Pada Milad yang bersejarah ini, Muhammadiyah mengumandangkan semangat “mencerdaskan kehidupan bangsa, mencerahkan semesta” sebagaimana dalam Milad tahun Masehi 18 November 2019, maupun semangat “beri solusi untuk negeri” sebagaimana Tanwir ke-3 yang baru berlalu. Keduanya satu napas, bagaimana Muhammadiyah menjadi kekuatan “tangan di atas” (yadul ulya) dan bukan “tangan di bawah” (yadus sufla). Dengan kata lain harus menjadi Muhammadiyah Berkemajuan yang selalu mencerdaskan, mencerahkan, dan memberi kepada siapapun. Melalui MCCC, Aisyiyah, Amal Usaha, dan semua komponen Persyarikatan saat ini Muhammadiyah benar-benar membuktikan dirinya sebagai Gerakan Islam Berkemajuan yang memiliki kekuatan untuk memberi, peduli, dan berbagi terhadap kepentingan umat manusia. Hal itu merupakan panggilan Ilahi, mengikuti jejak Nabi, serta meneruskan jejak awal KH Ahmad Dahlan sebagai pendiri Muhammadiyah untuk membumikan Al-Quran Surat Ali Imran 104 dan 110, Al-Ma’un, Al-Ashr, Surat Iqra, dan pemikiran  Islam Berkemajuan.
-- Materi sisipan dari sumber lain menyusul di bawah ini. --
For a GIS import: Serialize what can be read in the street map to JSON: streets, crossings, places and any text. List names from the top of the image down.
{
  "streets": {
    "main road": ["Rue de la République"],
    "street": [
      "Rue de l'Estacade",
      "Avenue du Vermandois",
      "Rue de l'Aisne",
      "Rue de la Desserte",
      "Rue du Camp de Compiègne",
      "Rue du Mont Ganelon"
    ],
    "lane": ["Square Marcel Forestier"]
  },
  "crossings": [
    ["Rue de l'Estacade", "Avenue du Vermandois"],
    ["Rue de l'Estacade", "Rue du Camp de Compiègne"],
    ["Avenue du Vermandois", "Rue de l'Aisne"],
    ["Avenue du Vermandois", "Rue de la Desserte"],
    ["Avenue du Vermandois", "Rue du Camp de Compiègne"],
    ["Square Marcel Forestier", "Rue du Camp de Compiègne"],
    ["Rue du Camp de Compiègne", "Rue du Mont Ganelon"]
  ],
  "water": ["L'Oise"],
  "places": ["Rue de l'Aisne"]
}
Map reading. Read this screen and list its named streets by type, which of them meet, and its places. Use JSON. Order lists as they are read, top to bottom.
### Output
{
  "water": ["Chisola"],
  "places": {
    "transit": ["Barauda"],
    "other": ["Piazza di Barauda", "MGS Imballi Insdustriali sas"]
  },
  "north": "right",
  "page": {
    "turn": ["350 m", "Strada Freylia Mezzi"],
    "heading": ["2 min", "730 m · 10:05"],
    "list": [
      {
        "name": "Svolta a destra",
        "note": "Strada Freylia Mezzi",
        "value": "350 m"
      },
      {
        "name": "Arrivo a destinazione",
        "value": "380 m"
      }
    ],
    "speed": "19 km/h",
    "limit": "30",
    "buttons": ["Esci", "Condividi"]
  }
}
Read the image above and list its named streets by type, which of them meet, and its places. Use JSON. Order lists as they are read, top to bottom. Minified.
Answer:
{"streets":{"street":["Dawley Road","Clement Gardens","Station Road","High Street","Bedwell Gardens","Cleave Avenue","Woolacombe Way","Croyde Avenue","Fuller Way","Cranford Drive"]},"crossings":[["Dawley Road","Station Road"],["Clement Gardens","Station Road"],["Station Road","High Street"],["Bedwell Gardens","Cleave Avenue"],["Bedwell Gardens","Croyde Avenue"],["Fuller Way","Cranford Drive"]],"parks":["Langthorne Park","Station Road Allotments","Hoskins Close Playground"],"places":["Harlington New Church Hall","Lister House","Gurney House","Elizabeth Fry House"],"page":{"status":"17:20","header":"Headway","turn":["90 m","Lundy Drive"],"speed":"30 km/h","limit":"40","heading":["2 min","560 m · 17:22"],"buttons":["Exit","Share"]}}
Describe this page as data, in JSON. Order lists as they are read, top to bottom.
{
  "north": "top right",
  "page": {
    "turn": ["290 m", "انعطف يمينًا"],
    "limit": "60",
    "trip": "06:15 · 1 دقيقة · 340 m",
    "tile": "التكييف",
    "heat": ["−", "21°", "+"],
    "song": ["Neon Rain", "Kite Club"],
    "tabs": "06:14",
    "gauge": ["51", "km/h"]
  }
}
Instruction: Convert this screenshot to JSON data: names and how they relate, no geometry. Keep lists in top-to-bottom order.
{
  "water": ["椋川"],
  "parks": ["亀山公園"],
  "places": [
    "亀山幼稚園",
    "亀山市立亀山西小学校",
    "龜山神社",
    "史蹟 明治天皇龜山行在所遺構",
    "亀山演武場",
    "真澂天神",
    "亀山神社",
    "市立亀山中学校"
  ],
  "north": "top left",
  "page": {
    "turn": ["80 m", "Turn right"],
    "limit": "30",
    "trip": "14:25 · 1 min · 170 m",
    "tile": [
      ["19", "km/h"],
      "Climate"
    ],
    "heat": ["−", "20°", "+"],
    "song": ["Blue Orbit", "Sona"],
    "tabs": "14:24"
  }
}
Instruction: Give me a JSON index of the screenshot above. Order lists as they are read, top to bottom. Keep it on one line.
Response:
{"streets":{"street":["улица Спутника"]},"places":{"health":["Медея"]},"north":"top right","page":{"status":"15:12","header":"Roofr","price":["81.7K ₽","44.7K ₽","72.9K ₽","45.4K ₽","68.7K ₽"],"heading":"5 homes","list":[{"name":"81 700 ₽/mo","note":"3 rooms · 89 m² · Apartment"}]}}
Jika Muhammadiyah dengan Islam Berkemajuan ingin menghadirkan “Khaira Ummah”, “Ummatan Wasatha”, dan “Rahmatan Lil-‘Alamin” di muka bumi maka niscaya dirinya harus “tangan di atas” atau dalam bahasa lain menjadi Muhammadiyah Berkemajuan. Muhammadiyah Berkemajuan akan terwujud jika dirinya Berkeunggulan. Muhammadiyah Berkeunggulan bila memiliki segala sesuatu atau sejumlah hal yang memang unggul dari yang lain. Unggul orang-orangnya, unggul semua amal usahanya, unggul sistem organisasinya, unggul gerakannya sampai ke bawah dan di manapun, unggul kemampuan finansialnya, dan keunggulan lainnya. Adakah Muhammadiyah sudah berkeunggulan di segala bidang kehidupan tersebut?